Elsewhere, Trump’s mandate decries the National Museum of African American History and Culture’s reexamination of White hegemonic societal values, such as “the nuclear family” and “individualism,” and their historical influence on non-White communities, echoing recent campaigns by Conservative lawmakers targeting critical race theory in public school curricula.

The order also references an upcoming exhibition at the Smithsonian American Women’s History Museum, allegedly focused on “the exploits of male athletes participating in women’s sports.” (Hyperallergic was unable to find any such exhibition on the museum’s website.) Trump’s order further prohibits the institution from “recogniz[ing] men as women in any respect,” carrying on his administration’s heavily criticized attacks on trans, non-binary, and gender fluid individuals by mandating essentialist concepts of gender. 

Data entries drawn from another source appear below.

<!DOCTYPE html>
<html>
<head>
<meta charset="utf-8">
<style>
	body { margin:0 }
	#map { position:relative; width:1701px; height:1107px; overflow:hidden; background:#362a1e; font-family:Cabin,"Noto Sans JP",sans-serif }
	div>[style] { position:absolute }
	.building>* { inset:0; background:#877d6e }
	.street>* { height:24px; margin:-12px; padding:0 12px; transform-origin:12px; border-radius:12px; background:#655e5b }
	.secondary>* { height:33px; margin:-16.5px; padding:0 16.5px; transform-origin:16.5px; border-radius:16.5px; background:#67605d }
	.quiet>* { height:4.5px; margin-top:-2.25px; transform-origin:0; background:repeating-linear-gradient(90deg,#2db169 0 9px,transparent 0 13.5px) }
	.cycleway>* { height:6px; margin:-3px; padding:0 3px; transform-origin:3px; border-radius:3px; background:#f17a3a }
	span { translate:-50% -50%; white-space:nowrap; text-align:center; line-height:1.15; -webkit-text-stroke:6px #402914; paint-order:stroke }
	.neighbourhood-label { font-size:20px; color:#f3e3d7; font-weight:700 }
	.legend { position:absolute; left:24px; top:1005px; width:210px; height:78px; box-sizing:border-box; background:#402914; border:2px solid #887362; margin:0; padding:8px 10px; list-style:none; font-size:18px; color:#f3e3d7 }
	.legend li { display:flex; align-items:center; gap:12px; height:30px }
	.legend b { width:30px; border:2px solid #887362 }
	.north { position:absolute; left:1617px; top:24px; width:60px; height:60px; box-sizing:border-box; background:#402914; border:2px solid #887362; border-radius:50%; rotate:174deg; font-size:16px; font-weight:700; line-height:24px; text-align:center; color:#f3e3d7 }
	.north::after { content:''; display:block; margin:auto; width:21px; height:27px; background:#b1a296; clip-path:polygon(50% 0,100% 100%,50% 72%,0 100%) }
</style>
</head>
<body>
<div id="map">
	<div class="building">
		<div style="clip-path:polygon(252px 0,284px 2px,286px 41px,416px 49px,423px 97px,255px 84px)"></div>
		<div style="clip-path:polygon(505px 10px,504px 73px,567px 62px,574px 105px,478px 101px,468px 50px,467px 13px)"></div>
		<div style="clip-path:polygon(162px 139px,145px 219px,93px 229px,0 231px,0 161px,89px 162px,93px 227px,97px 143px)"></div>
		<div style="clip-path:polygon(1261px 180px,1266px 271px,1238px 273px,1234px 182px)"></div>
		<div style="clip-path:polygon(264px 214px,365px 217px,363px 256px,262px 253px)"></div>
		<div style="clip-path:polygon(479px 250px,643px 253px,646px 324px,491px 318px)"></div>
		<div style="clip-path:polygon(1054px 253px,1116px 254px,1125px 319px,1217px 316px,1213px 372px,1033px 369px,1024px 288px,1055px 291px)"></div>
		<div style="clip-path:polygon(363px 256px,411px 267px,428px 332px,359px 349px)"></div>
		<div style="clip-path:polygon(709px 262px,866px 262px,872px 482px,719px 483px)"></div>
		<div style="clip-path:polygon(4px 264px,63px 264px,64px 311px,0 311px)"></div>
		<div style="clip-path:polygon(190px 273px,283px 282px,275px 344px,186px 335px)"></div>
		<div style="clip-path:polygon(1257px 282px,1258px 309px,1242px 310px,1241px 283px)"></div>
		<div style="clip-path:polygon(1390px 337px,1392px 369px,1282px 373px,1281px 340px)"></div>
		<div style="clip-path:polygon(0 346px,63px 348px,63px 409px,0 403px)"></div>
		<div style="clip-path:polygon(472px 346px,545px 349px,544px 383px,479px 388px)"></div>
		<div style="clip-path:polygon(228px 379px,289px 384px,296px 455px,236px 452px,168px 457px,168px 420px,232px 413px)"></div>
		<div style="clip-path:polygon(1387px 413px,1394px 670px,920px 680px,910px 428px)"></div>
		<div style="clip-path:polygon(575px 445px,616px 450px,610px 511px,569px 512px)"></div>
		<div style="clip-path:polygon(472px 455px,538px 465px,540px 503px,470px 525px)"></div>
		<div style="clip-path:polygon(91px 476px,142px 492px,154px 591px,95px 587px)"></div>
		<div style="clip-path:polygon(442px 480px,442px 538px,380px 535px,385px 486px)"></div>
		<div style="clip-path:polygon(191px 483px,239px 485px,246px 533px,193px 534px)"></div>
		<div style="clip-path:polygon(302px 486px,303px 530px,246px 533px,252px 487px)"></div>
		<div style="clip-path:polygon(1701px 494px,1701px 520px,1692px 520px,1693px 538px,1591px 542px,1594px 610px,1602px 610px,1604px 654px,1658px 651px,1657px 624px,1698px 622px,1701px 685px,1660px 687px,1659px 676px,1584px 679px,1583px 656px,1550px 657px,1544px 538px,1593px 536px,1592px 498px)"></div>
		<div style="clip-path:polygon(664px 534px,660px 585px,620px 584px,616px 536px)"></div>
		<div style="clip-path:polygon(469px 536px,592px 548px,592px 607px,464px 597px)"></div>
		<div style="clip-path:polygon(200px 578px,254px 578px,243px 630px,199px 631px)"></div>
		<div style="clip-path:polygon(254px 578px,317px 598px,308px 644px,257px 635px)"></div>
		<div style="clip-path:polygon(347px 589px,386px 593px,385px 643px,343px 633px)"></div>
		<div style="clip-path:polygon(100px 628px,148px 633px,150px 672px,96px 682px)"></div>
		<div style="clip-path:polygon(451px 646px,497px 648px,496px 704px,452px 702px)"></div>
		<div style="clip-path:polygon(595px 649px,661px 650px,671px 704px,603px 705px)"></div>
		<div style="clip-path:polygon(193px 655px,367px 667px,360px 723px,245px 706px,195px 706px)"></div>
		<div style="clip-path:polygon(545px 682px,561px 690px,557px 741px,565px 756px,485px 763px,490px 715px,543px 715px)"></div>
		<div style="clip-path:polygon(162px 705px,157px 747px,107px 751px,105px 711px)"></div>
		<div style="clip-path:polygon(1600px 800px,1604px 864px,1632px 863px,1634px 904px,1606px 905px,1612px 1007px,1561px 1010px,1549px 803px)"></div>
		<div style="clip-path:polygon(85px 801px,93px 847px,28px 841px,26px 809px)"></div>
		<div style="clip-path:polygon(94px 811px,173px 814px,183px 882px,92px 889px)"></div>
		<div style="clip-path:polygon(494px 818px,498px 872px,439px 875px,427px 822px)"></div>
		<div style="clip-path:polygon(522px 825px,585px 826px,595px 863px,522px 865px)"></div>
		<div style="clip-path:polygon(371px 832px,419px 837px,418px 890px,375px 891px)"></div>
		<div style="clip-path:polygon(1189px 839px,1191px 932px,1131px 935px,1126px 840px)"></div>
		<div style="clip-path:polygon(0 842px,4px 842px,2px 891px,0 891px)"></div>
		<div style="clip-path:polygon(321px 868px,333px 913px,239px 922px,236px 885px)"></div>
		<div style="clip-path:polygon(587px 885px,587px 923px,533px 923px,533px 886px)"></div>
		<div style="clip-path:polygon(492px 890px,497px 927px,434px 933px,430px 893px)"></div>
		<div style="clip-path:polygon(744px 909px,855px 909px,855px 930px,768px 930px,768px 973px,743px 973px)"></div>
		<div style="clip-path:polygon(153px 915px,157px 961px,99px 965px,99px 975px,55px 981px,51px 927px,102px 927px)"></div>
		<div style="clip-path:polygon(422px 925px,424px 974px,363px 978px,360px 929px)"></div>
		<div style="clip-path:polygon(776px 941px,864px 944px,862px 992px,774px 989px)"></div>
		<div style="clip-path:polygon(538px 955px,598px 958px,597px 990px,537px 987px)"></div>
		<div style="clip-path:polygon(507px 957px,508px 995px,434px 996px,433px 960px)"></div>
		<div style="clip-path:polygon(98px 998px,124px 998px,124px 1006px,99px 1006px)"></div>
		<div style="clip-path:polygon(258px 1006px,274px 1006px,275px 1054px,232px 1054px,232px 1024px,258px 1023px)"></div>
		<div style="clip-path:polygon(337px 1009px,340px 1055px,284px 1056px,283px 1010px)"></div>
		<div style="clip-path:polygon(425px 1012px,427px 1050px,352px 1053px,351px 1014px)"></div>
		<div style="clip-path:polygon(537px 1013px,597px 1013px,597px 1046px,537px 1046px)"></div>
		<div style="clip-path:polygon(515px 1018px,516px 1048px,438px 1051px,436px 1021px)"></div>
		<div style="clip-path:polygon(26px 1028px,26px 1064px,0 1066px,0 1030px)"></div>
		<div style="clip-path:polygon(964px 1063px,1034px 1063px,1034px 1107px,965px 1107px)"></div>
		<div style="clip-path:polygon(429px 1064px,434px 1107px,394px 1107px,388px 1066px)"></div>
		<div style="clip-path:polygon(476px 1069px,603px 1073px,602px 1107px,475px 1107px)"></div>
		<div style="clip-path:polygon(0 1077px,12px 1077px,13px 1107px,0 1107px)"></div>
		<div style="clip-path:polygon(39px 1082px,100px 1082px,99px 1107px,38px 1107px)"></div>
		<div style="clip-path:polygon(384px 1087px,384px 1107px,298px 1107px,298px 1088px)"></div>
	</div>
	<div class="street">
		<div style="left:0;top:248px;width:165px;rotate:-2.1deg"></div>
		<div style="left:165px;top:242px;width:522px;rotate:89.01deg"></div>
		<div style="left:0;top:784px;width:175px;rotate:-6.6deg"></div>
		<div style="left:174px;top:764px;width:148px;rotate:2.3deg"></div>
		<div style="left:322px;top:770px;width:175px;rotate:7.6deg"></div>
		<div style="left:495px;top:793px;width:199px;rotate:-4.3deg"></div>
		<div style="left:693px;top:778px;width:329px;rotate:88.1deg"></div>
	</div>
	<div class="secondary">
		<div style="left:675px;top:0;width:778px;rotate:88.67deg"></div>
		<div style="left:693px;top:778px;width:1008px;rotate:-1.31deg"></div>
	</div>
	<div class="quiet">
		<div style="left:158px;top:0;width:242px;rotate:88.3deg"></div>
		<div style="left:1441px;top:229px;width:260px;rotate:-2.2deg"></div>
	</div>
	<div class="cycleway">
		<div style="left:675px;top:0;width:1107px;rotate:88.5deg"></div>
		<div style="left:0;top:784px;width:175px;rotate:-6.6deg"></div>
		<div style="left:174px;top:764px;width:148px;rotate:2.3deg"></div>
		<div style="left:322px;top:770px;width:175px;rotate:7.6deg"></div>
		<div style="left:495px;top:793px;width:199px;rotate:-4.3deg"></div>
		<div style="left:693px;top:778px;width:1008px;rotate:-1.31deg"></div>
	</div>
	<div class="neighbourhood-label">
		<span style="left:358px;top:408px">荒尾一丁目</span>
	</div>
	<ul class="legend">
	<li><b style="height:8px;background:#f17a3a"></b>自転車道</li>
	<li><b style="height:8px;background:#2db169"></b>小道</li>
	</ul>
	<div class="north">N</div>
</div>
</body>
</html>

Last month, the National Park Service removed references to trans and queer people from its website, including erasing the “T” and “Q” from the LGBTQ+ acronym and deleting mentions of trans and gender non-conforming people from the description of the 1969 Stonewall Rebellion. The move immediately drew outrage from queer rights activists and civil rights advocacy groups. 

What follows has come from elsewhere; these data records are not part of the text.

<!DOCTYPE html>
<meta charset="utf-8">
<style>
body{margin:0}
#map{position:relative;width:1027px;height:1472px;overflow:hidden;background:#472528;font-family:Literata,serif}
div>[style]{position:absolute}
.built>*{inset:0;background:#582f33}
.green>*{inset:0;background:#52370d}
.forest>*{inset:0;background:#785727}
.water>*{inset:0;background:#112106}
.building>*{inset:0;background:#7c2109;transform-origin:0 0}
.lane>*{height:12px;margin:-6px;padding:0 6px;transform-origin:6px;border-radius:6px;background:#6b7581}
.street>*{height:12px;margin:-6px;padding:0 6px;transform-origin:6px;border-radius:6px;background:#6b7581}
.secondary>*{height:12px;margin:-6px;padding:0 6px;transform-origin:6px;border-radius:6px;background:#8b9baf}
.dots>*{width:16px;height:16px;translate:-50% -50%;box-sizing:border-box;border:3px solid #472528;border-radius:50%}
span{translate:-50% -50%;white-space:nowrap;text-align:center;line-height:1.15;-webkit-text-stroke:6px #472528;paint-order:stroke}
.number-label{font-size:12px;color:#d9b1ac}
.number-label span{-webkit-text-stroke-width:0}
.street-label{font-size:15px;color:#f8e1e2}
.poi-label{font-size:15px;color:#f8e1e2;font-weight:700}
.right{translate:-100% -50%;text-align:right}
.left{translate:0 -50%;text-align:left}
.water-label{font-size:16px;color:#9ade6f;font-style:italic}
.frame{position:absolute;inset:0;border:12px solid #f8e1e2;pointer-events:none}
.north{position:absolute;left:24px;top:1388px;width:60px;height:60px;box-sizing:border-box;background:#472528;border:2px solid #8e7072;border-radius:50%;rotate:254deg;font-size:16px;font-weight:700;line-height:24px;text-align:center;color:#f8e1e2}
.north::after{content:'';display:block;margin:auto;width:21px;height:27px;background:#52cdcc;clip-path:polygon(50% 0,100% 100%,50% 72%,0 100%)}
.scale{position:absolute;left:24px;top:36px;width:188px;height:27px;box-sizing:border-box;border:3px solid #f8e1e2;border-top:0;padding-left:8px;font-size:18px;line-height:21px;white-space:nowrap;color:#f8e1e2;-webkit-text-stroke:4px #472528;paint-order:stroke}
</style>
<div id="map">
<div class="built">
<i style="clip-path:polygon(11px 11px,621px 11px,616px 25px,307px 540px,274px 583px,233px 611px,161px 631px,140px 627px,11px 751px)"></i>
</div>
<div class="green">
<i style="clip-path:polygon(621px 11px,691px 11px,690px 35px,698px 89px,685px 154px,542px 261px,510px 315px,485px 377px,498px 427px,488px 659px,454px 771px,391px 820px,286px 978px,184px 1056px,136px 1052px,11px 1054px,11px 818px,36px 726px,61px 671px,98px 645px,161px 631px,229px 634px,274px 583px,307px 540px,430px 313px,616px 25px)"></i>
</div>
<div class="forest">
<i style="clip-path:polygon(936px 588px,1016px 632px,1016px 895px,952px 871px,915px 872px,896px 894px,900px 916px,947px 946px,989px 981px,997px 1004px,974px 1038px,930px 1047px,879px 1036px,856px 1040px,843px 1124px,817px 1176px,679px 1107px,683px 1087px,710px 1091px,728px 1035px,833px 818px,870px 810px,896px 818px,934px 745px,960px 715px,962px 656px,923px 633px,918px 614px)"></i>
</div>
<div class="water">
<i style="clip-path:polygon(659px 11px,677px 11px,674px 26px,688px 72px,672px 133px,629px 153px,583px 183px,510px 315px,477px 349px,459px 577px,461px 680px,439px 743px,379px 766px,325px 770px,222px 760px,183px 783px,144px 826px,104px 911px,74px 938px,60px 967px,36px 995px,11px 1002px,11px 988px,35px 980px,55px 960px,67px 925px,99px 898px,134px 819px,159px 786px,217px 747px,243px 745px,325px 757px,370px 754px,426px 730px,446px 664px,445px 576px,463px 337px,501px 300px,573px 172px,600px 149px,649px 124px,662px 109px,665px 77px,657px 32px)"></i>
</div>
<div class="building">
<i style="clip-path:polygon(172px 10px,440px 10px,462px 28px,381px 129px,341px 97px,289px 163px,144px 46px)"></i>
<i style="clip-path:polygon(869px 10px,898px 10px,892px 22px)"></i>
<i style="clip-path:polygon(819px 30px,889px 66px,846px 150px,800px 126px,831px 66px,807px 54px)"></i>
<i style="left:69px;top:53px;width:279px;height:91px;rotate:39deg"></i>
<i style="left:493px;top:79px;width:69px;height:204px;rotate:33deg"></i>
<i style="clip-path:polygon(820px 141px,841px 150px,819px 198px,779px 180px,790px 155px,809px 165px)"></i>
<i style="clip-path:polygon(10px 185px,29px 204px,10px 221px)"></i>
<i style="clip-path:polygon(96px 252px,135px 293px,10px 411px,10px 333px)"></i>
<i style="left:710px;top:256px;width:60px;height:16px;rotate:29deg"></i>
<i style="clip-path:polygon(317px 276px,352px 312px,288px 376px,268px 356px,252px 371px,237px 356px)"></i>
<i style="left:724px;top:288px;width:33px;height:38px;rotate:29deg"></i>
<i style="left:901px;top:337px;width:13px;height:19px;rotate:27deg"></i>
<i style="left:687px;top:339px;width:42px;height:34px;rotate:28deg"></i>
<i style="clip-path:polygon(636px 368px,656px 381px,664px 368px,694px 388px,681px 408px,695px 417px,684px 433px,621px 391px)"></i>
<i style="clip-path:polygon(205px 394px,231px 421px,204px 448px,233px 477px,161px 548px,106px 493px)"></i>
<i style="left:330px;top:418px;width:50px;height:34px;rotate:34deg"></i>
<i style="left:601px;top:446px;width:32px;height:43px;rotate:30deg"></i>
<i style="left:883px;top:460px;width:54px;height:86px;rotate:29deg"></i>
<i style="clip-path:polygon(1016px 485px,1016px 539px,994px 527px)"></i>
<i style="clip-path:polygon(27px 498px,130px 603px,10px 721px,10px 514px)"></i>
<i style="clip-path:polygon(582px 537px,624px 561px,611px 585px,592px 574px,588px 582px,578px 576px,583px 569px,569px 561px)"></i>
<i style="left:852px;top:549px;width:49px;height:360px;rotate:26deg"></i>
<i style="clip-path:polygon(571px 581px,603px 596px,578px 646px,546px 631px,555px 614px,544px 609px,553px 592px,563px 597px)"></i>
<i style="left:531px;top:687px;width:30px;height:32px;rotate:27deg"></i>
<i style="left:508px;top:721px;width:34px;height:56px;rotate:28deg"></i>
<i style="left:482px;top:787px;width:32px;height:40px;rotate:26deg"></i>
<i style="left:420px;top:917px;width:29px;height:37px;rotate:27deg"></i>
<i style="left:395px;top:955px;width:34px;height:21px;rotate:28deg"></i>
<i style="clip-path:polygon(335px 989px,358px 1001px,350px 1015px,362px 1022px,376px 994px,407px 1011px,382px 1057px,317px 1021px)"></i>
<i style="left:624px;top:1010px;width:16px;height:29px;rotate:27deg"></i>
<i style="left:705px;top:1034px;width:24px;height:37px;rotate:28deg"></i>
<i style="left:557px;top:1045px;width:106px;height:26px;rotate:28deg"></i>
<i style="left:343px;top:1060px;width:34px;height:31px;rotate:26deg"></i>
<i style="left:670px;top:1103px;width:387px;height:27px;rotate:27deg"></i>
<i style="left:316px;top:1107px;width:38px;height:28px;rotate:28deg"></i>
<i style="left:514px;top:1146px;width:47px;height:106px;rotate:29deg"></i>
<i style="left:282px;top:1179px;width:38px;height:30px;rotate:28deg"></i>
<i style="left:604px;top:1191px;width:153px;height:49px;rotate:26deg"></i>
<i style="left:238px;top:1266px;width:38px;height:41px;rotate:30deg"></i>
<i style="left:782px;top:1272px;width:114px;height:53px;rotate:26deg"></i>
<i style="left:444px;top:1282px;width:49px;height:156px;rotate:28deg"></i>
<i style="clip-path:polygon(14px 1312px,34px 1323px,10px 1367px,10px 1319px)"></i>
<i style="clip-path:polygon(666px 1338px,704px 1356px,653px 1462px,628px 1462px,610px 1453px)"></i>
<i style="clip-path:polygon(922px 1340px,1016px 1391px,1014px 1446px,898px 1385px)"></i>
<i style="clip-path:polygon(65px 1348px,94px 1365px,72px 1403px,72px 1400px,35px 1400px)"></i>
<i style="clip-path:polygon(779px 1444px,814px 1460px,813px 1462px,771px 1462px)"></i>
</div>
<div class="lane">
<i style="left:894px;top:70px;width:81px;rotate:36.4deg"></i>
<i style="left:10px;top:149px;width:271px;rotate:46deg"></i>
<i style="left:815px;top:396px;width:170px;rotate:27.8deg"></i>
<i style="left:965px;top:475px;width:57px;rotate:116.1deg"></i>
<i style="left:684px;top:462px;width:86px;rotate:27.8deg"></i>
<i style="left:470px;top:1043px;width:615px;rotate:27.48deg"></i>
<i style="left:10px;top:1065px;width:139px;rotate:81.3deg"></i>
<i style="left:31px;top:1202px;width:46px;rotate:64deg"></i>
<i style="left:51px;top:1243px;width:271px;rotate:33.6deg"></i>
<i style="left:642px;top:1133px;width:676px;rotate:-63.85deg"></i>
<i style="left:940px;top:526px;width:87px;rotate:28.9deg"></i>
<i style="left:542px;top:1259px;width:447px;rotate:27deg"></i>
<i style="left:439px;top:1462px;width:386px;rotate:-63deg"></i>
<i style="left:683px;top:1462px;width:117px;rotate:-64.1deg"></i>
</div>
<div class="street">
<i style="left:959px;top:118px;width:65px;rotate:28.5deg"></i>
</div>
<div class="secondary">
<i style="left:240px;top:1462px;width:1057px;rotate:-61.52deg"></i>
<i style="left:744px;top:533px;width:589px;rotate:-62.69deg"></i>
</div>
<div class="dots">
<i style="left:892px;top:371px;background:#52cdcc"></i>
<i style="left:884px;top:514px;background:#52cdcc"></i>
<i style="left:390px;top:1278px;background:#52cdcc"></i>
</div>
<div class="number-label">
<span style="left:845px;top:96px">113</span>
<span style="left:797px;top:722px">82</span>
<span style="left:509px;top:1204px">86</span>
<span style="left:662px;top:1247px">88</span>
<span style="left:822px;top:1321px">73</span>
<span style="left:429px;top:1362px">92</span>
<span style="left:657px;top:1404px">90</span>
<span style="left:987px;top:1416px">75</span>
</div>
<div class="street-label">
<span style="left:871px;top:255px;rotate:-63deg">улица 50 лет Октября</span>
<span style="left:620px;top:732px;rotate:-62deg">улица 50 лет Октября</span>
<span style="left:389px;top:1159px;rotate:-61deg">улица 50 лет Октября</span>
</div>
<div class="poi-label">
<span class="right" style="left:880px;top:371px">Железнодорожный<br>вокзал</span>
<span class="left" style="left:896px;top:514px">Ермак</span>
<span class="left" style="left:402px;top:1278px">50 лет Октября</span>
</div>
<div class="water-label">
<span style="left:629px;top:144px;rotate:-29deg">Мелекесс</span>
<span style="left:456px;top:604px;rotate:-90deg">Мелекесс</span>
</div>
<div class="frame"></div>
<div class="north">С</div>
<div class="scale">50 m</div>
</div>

Trump’s order also directs Secretary of the Interior Doug Burgum to carry out the reinstallment of dismantled or altered monuments and memorials. Earlier this month, Burgum called for a sweeping review of all public monuments across the country as part of an effort to expand energy production.

Hyperallergic has contacted the Smithsonian Institution and its affiliated museums for comment, specifically inquiring about any immediate actions the organization will take as a result of the executive order.

The mandate is the latest Trump directive aimed at tightening the administration’s grip over cultural institutions and undoing decades of hard-won achievements against racism, sexism, and other forms of hate. In January, Trump’s order to terminate Diversity, Equity, Inclusion, and Accessibility (DEI) programs and initiatives led both the National Gallery of Art and Smithsonian Institution to shutter their diversity offices and scrub related terminology from their websites.

“First Trump removes any reference of diversity from the present — now he’s trying to remove it from our history,” said Democratic Congresswoman Jasmine Crockett of Texas in an X post about the Smithsonian order. “Let me be perfectly clear — you cannot erase our past and you cannot stop us from fulfilling our future.”